Records shown
::::
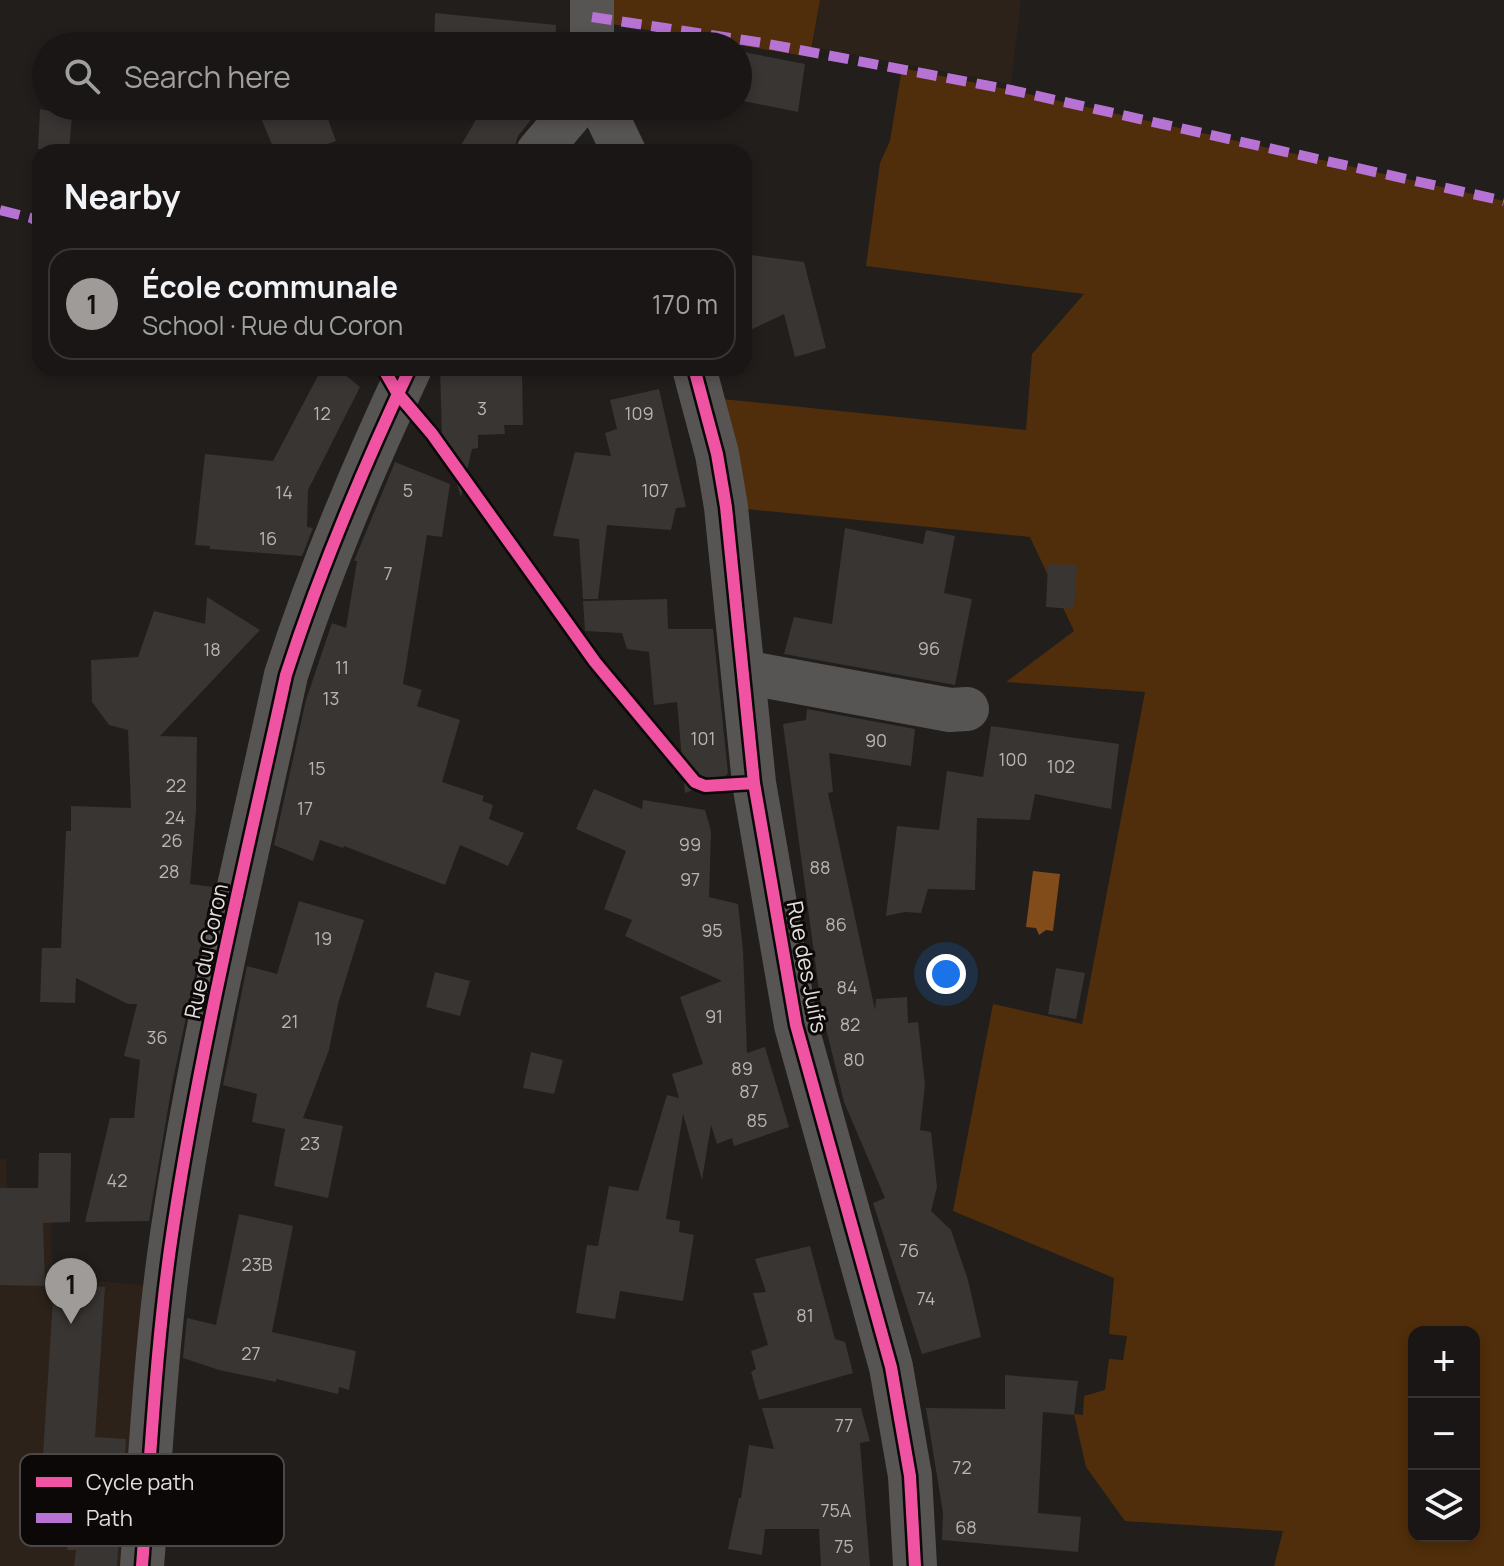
<!DOCTYPE html>
<meta charset="utf-8">
<style>
body{margin:0;font-family:Manrope,sans-serif;background:#262322;color:#f1f3f6}
.controls{position:absolute;right:24px;bottom:24px;display:grid;overflow:hidden;border-radius:16px;box-shadow:0 4px 12px #0003}
.controls button{width:72px;height:72px;display:grid;place-items:center;padding:0;border:0;border-bottom:2px solid #373534;background:#191615;color:#f1f3f6;font:40px sans-serif}
.you{position:absolute;left:946px;top:974px;width:28px;height:28px;margin:-20px;border:6px solid #fff;border-radius:50%;background:#1a73e8;box-shadow:0 0 0 12px #1a73e833}
.badge{display:grid;place-items:center;width:52px;height:52px;border-radius:50%;background:#9e9b98;color:#111;font-size:26px;font-weight:700}
.pin{position:absolute;translate:-50% -66px;filter:drop-shadow(0 2px 4px #0008)}
.pin::after{content:'';position:absolute;top:42px;width:28px;height:24px;background:inherit;clip-path:polygon(0 0,100% 0,50% 100%)}
.list{margin:0;padding:0;list-style:none}
h2{display:flex;justify-content:space-between;align-items:center;height:104px;margin:0;padding:0 32px;font-size:34px}
h2 small{font-size:26px;font-weight:400;color:#9f9fa0}
.list li{display:grid;grid-template-columns:52px 1fr auto;gap:24px;align-items:center;box-sizing:border-box;height:112px;margin:0 16px 16px;padding:0 16px;border:2px solid #373534;border-radius:24px}
.list b{display:block;font-size:30px;white-space:nowrap}
.list p{margin:0;font-size:26px;white-space:nowrap;color:#9f9fa0}
.list em{font-size:26px;font-style:normal;color:#9f9fa0}
.icon{flex:none;width:44px;height:44px;fill:none;stroke:currentColor;stroke-width:2;stroke-linecap:round;stroke-linejoin:round}
.map{position:relative;flex:none;width:1504px;height:1566px;overflow:hidden}
.search{position:absolute;background:#191615;box-shadow:0 4px 12px #0003;left:32px;top:32px;width:720px;height:88px;display:flex;align-items:center;gap:20px;box-sizing:border-box;padding:0 28px;border-radius:44px;color:#9f9fa0;font-size:30px}
.panel{position:absolute;background:#191615;box-shadow:0 4px 12px #0003;left:32px;top:144px;width:720px;height:232px;border-radius:24px}
.map>svg:first-child{display:block}
</style>
<div class="map">
<svg width="1504" height="1566" viewBox="0 0 1504 1566">
<rect width="100%" height="100%" fill="#211e1c"/>
<path fill="#2c221a" d="M820 0H1021L1011 84 813 47Z
M0 1159H6L8 1217 51 1216 52 1278 146 1285 123 1566H0Z"/>
<path fill="#512e0b" fill-rule="evenodd" d="M606 0H820L810 57 606 23Z
M902 68 1011 90 1504 201V1566H1274L1283 1531 1125 1521 1086 1467 1074 1414 1083 1415 1084 1396 1105 1390 1109 1359 1123 1360 1127 1336 1109 1334 1114 1278 953 1211 993 1004 1082 1024 1145 692 1006 682 1074 631 1030 537 726 507 702 397 1026 430 1032 354 1084 294 866 266 880 163 890 141ZM1414 1332H1474V1536H1414Z"/>
<path fill="#814c19" d="M1033 871 1060 874 1053 931 1046 930 1039 935 1036 928 1026 927Z"/>
<path fill="#383533" d="M435 13 556 25 555 46H434Z
M738 51 805 64 798 112 738 100Z
M256 106H323L336 141 306 152H275Z
M484 106H542L518 136 513 152H457Z
M40 109 72 115 69 151 38 149Z
M744 254 804 262 826 348 795 357 784 314 744 333Z
M322 368H337L360 387 308 490 307 527 313 528 302 556 210 549V546L195 545 205 454 273 461Z
M440 368 522 370 523 425H504L505 434 478 435V448L472 449 461 497 442 438Z
M659 389 686 507 676 508 671 530 607 525 598 599H583L579 539 553 536 575 452 611 456 605 433 617 429 610 400Z
M395 462 450 484 442 537 427 535 403 684 422 690 417 706 460 720 442 782 484 796 482 801 493 805 489 819 524 833 508 866 460 845 445 885 344 846 343 848 320 840 313 861 274 845 306 700 332 623 346 628 357 561H354Z
M845 528 923 544 926 530 955 536 944 593 972 599 955 685 784 654 794 617 832 624Z
M1048 564 1077 565 1074 609 1046 607Z
M207 597 260 630 160 736 197 737 196 811 190 884 213 887 172 1085 149 1221 85 1222 110 1118H134L140 1060 124 1056 137 1004H128L76 978 75 1003 40 1002 42 948H61L66 831H71V806L131 808 128 730 109 725 92 702 91 660 138 657 154 611 205 624Z
M667 599 668 629H713L728 773 724 778 685 793 677 702 654 705 649 652 627 649 622 633 585 631 583 601Z
M807 709 915 729 911 766 829 753 833 792 828 793 875 1010 876 999 907 997 908 1023 918 1022 925 1085 920 1130 931 1132 937 1187 931 1211 951 1230 968 1280 981 1337 922 1354 873 1203 885 1198 844 1102 822 1012 783 724 806 720Z
M991 726 1119 744 1111 809 1035 794 1030 820 977 818 975 890 928 889 921 913 905 912 886 916 897 826 939 830 947 771 983 777Z
M594 789 642 809 643 800 705 810 711 831 709 897 738 904 743 950 747 1053 765 1047 789 1127 734 1146 732 1138 717 1144 711 1125 702 1180 683 1114 666 1219 680 1221 679 1232 694 1235 683 1301 620 1291 615 1319 576 1313 587 1245 598 1246 609 1186 638 1191 667 1095 679 1098 672 1074 703 1064 680 997 722 981 625 936 632 920 604 909 626 851 576 829Z
M299 901 364 920 338 1004 329 1050 303 1118 343 1126 328 1198 274 1186 285 1129 252 1122 257 1094 223 1085 247 966 277 974Z
M1056 968 1085 973 1076 1019 1048 1014Z
M435 972 470 981 460 1016 426 1007Z
M531 1052 563 1060 554 1094 523 1088Z
M39 1153H71L70 1222 43 1223 45 1286 0 1285V1188H38Z
M239 1214 293 1226 272 1332 356 1351 349 1390 339 1387 338 1394 276 1379V1382L219 1370 183 1358 187 1318 216 1325Z
M810 1246 835 1339 845 1342 853 1373 759 1400 751 1372 756 1369 751 1351 768 1345 753 1293 766 1292 755 1259Z
M54 1283 105 1287 95 1437 126 1439 117 1566H74L76 1550H67L77 1459 43 1455Z
M1005 1375 1078 1381 1074 1415 1043 1412 1038 1513 1081 1517 1078 1552 942 1540 943 1513 926 1408 1005 1409Z
M762 1408H861L870 1441 860 1443 870 1566H821L819 1529H765L762 1555 728 1549 739 1498H741L749 1445 774 1449Z"/>
<g fill="none" stroke-linecap="round" stroke-linejoin="round">
<path stroke="#575554" stroke-width="44" d="M592 46V0
M602 106 624 152
M538 152 577 106
M694 368 717 454 726 507 754 783 796 1025 891 1367 910 1476 915 1566
M744 672 950 710 967 709
M142 1566C151 1453 156 1340 173 1228 201 1042 246 859 286 675 320 570 363 468 410 368"/>
<path stroke="#b673d3" stroke-width="10" stroke-dasharray="20 10" stroke-linecap="butt" d="M592 17 763 43 1011 90 1504 201
M0 210 31 218 40 223"/>
<g stroke="#0b0807" stroke-width="17">
<path id="cycleway" d="M383 368 398 394 432 434 595 662 695 782 705 786 754 783
M694 368 717 454 726 507 754 783 796 1025 891 1367 910 1476 915 1566
M142 1566C151 1453 156 1340 173 1228 201 1042 246 859 286 675 320 570 363 468 410 368"/>
</g>
<use href="#cycleway" stroke="#f153a3" stroke-width="12"/>
</g>
<g text-anchor="middle" stroke-width="6" stroke-linejoin="round" paint-order="stroke">
<g font-size="18" fill="#b8b4b1">
<text x="482" y="415">3</text>
<text x="322" y="420">12</text>
<text x="639" y="420">109</text>
<text x="408" y="497">5</text>
<text x="655" y="497">107</text>
<text x="284" y="499">14</text>
<text x="268" y="545">16</text>
<text x="388" y="580">7</text>
<text x="929" y="655">96</text>
<text x="212" y="656">18</text>
<text x="342" y="674">11</text>
<text x="331" y="705">13</text>
<text x="703" y="745">101</text>
<text x="876" y="747">90</text>
<text x="1013" y="766">100</text>
<text x="1061" y="773">102</text>
<text x="317" y="775">15</text>
<text x="176" y="792">22</text>
<text x="305" y="815">17</text>
<text x="175" y="824">24</text>
<text x="172" y="847">26</text>
<text x="690" y="851">99</text>
<text x="820" y="874">88</text>
<text x="169" y="878">28</text>
<text x="690" y="886">97</text>
<text x="836" y="931">86</text>
<text x="712" y="937">95</text>
<text x="323" y="945">19</text>
<text x="847" y="994">84</text>
<text x="714" y="1023">91</text>
<text x="290" y="1028">21</text>
<text x="850" y="1031">82</text>
<text x="157" y="1044">36</text>
<text x="854" y="1066">80</text>
<text x="742" y="1075">89</text>
<text x="749" y="1098">87</text>
<text x="757" y="1127">85</text>
<text x="310" y="1150">23</text>
<text x="117" y="1187">42</text>
<text x="909" y="1257">76</text>
<text x="257" y="1271">23B</text>
<text x="926" y="1305">74</text>
<text x="805" y="1322">81</text>
<text x="251" y="1360">27</text>
<text x="844" y="1432">77</text>
<text x="962" y="1474">72</text>
<text x="836" y="1517">75A</text>
<text x="966" y="1534">68</text>
<text x="844" y="1553">75</text>
</g>
<g font-size="22" fill="#e2dedb" stroke="#0b0807">
<text transform="translate(206 951) rotate(-78)" y="8">Rue du Coron</text>
<text transform="translate(807 967) rotate(79)" y="8">Rue des Juifs</text>
</g>
</g>
<rect x="20" y="1454" width="264" height="92" rx="12" fill="#0b0807" stroke="#4c4847" stroke-width="2"/>
<rect x="36" y="1477" width="36" height="10" fill="#f153a3"/>
<rect x="36" y="1513" width="36" height="10" fill="#b673d3"/>
<g font-size="22" fill="#e2dedb">
<text x="86" y="1490">Cycle path</text>
<text x="86" y="1526">Path</text>
</g>
</svg>
<div class="controls">
<button>+</button>
<button>−</button>
<button><svg class="icon" aria-label="layers" viewBox="0 0 24 24"><path d="M12 4l9 5-9 5-9-5zM3 14l9 5 9-5"/></svg></button>
</div>
<div class="you"></div>
<div class="pin badge" style="left:71px;top:1324px">1</div>
<div class="search"><svg class="icon" aria-label="search" viewBox="0 0 24 24"><circle cx="10" cy="10" r="6"/><path d="M15 15l6 6"/></svg>Search here</div>
<section class="panel">
<h2>Nearby<small></small></h2>
<ul class="list">
<li><span class="badge">1</span><div><b>École communale</b><p>School · Rue du Coron</p></div><em>170 m</em></li>
</ul>
</section>
</div>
::::
Work required
For every line of the data above that contains "grid", copy that line.

Answer to the problem
.controls{position:absolute;right:24px;bottom:24px;display:grid;overflow:hidden;border-radius:16px;box-shadow:0 4px 12px #0003}
.controls button{width:72px;height:72px;display:grid;place-items:center;padding:0;border:0;border-bottom:2px solid #373534;background:#191615;color:#f1f3f6;font:40px sans-serif}
.badge{display:grid;place-items:center;width:52px;height:52px;border-radius:50%;background:#9e9b98;color:#111;font-size:26px;font-weight:700}
.list li{display:grid;grid-template-columns:52px 1fr auto;gap:24px;align-items:center;box-sizing:border-box;height:112px;margin:0 16px 16px;padding:0 16px;border:2px solid #373534;border-radius:24px}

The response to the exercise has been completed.